Afcons officials said it would take about a month to complete the retrieval.
At the front of the machines are cutters that cut through the soil.
Each machine is 100 metres in length but a large portion was disassembled and taken to Howrah Maidan, from where the parts were pulled out. The remaining portions of the two machines — around 10m in length — could not be taken to Howrah Maidan because their diameter is more than that of the tunnel.
The machines that dug the East-West Metro tunnels under the Hooghly river will be pulled out from underground at Esplanade, where they had been lying for more than a year.

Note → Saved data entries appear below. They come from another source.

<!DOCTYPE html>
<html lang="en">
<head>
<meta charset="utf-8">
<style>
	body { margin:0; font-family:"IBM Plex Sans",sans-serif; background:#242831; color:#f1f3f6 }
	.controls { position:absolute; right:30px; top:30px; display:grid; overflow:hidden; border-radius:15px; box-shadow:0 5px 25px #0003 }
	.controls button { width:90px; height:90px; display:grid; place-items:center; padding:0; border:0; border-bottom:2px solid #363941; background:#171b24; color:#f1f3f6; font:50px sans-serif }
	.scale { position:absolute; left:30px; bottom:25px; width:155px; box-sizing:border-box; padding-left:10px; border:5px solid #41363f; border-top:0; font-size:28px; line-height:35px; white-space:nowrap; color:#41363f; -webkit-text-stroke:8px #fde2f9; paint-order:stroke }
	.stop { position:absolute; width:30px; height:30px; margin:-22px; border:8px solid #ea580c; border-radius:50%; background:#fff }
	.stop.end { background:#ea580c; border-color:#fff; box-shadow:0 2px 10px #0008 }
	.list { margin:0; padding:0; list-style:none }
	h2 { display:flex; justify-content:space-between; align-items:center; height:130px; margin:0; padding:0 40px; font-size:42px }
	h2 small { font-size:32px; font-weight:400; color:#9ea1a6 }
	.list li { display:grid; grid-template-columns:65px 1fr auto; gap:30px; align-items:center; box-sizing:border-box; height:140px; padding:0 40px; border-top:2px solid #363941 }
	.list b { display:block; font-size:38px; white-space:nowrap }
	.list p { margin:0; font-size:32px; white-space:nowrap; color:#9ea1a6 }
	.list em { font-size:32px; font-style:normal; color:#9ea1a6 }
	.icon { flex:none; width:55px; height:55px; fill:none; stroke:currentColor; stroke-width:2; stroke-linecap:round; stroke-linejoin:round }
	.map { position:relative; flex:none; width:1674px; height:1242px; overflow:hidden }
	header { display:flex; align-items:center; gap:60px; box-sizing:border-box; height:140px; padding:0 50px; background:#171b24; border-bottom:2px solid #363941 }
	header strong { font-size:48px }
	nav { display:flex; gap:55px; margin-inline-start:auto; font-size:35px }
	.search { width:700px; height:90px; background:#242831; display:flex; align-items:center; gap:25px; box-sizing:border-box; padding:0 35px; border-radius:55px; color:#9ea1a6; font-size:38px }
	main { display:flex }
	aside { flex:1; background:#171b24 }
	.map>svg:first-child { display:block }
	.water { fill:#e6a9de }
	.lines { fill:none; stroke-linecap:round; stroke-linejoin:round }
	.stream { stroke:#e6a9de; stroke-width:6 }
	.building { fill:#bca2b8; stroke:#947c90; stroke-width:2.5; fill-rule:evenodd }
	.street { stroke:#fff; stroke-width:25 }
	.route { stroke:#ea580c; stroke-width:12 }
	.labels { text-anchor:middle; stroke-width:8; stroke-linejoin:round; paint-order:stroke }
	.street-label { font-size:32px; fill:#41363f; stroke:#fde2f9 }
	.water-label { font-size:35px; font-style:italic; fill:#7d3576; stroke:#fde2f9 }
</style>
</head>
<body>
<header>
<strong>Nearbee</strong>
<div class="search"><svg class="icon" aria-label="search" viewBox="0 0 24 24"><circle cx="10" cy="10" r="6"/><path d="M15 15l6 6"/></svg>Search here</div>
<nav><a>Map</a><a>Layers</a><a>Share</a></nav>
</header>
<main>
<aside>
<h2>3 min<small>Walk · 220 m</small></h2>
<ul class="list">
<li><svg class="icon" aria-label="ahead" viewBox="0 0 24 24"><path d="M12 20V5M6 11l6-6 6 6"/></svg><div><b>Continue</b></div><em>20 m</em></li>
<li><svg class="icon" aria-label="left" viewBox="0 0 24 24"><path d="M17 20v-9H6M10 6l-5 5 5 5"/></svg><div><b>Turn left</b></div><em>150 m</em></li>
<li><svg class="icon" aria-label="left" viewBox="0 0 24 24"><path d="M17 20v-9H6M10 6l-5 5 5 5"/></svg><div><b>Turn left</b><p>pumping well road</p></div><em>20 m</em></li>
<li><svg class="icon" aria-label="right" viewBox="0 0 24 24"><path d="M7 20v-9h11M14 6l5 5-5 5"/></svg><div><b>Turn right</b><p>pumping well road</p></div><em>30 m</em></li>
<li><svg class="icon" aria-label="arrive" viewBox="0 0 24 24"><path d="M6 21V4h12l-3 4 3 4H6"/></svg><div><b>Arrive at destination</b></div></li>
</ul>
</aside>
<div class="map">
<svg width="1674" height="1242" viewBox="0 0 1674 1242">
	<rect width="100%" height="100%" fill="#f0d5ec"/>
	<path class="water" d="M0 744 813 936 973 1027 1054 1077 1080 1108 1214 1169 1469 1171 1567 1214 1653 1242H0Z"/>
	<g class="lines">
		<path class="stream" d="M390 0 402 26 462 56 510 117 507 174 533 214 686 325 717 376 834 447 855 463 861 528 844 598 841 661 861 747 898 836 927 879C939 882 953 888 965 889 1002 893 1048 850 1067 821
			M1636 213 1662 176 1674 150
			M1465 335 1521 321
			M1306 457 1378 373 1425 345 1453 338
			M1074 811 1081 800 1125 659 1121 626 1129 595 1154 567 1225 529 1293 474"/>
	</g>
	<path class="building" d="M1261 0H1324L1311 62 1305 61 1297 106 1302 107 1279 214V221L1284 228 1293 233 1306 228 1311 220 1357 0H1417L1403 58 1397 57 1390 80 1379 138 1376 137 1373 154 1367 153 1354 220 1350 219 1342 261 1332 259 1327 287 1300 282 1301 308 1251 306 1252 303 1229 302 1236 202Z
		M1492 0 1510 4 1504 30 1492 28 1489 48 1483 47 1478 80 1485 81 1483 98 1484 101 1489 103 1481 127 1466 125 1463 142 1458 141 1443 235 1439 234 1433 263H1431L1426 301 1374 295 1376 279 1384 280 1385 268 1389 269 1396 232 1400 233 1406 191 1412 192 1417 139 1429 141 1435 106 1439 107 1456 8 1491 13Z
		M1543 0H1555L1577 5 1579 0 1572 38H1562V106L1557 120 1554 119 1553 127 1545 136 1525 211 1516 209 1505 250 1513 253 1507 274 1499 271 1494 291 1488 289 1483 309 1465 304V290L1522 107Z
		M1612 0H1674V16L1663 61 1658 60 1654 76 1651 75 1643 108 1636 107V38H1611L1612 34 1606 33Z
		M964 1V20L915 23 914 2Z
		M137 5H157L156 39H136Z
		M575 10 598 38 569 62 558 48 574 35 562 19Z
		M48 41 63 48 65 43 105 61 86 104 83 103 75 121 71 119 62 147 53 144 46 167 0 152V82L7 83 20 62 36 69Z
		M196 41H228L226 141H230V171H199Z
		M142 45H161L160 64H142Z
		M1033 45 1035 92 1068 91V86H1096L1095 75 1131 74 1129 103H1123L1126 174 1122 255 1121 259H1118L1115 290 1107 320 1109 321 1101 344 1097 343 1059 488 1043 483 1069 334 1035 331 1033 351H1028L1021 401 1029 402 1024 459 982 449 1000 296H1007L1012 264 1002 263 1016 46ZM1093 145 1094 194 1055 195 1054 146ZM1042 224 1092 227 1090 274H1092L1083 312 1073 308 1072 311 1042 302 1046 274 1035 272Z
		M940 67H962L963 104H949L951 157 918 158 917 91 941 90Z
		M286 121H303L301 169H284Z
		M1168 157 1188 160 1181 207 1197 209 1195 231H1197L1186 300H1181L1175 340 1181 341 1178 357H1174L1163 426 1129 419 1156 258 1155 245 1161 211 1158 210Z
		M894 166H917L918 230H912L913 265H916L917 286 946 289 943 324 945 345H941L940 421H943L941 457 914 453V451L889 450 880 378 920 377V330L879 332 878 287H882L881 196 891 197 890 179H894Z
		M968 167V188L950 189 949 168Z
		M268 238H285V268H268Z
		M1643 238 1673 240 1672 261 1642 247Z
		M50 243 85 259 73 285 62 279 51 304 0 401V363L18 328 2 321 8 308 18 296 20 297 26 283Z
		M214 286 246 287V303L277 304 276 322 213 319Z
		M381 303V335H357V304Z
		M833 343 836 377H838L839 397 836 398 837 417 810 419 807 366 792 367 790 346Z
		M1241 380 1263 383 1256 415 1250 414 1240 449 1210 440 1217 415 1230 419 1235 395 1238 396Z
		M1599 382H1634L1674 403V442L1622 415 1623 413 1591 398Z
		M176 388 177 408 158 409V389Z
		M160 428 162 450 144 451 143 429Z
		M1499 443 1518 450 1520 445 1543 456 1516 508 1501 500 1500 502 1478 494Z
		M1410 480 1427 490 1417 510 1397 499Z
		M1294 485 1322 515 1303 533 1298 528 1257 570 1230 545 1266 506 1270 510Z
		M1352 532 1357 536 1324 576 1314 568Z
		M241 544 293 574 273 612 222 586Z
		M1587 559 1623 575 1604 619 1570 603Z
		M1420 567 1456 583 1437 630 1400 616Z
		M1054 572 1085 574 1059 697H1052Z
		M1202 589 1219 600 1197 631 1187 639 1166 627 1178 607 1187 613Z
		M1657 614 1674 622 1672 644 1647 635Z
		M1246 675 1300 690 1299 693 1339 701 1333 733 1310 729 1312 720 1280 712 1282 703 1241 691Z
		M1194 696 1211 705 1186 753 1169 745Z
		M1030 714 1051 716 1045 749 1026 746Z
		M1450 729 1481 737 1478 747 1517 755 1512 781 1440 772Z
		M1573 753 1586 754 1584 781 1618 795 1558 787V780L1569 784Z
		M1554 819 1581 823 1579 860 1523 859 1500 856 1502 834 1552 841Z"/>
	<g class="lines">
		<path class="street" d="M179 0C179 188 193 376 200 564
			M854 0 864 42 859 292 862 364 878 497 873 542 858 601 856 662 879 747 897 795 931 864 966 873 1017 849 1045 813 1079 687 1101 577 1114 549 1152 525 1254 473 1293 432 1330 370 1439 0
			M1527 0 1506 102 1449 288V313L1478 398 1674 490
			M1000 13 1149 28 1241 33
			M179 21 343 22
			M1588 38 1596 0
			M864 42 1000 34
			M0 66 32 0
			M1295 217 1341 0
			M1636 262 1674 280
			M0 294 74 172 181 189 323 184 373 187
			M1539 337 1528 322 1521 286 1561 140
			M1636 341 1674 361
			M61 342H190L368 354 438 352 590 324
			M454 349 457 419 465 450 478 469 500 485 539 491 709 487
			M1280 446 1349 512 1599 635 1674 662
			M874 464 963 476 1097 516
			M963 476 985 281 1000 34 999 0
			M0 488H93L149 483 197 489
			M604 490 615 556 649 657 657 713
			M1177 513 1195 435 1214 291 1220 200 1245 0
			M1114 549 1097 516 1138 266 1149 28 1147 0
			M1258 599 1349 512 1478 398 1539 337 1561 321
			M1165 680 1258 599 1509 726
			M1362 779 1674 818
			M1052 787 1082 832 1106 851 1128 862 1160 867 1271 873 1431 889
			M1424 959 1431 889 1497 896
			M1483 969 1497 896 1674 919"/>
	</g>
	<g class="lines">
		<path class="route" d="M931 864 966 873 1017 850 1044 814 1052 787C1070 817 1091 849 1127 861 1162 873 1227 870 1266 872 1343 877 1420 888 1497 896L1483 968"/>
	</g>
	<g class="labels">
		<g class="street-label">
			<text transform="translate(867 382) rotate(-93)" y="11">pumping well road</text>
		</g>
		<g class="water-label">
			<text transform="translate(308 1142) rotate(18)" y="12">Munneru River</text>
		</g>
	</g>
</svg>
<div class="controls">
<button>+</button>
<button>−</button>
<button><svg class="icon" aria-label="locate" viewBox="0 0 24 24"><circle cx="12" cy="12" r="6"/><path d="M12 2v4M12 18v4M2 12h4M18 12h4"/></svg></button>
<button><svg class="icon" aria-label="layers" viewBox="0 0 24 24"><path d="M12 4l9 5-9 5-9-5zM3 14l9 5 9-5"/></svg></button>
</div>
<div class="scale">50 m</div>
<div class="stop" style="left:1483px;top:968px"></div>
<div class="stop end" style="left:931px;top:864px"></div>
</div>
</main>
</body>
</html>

The machines travelled 3.8km from Howrah Maidan to Esplanade and are waiting to be taken out at 23m under the surface. “The extraction starts on Saturday. The rear portion of the machine that had burrowed the tunnel through which the Howrah-bound trains will pass will be pulled out first,” said an official in the construction company Afcons, which has built the twin tunnels between Howrah Maidan and Esplanade.
Once fully functional, the East-West Metro will connect Salt Lake Sector V with Howrah Maidan and will pass under the Hooghly. In the first phase, trains will run along a 5.5km elevated corridor between the Sector V and the Salt Lake stadium stations.
“The preparations for retrieving the tunnel-boring machines are complete. The machines will be pulled out through a shaft built at Esplanade adjacent to the site where the East-West station is being built. A 160-tonne-capacity crane will be deployed to pull out the machines, each of which weighs 313 tonnes and has six components. The heaviest component is the front shield and it weighs 92 tonnes,” said an engineer involved in the project.
One of the machines, as it looked a fortnight ago (Pradip Sanyal)
Cables have been attached to a tunnel-boring machine for extraction (Pradip Sanyal)
The shaft through which the machines will be pulled out (Pradip Sanyal)
“The diameter of the cutter’s head is 6.38m, while that of the tunnel’s inner ring is 5.5m,” an official said.
The two machines had reached Esplanade in April 2018. Railway officials said the machines could have been pulled out much before but unavailability of land at Esplanade caused the delay.
“The machines, once retrieved, will be sent to our facility in Nagpur for overhauling,” an Afcons official said.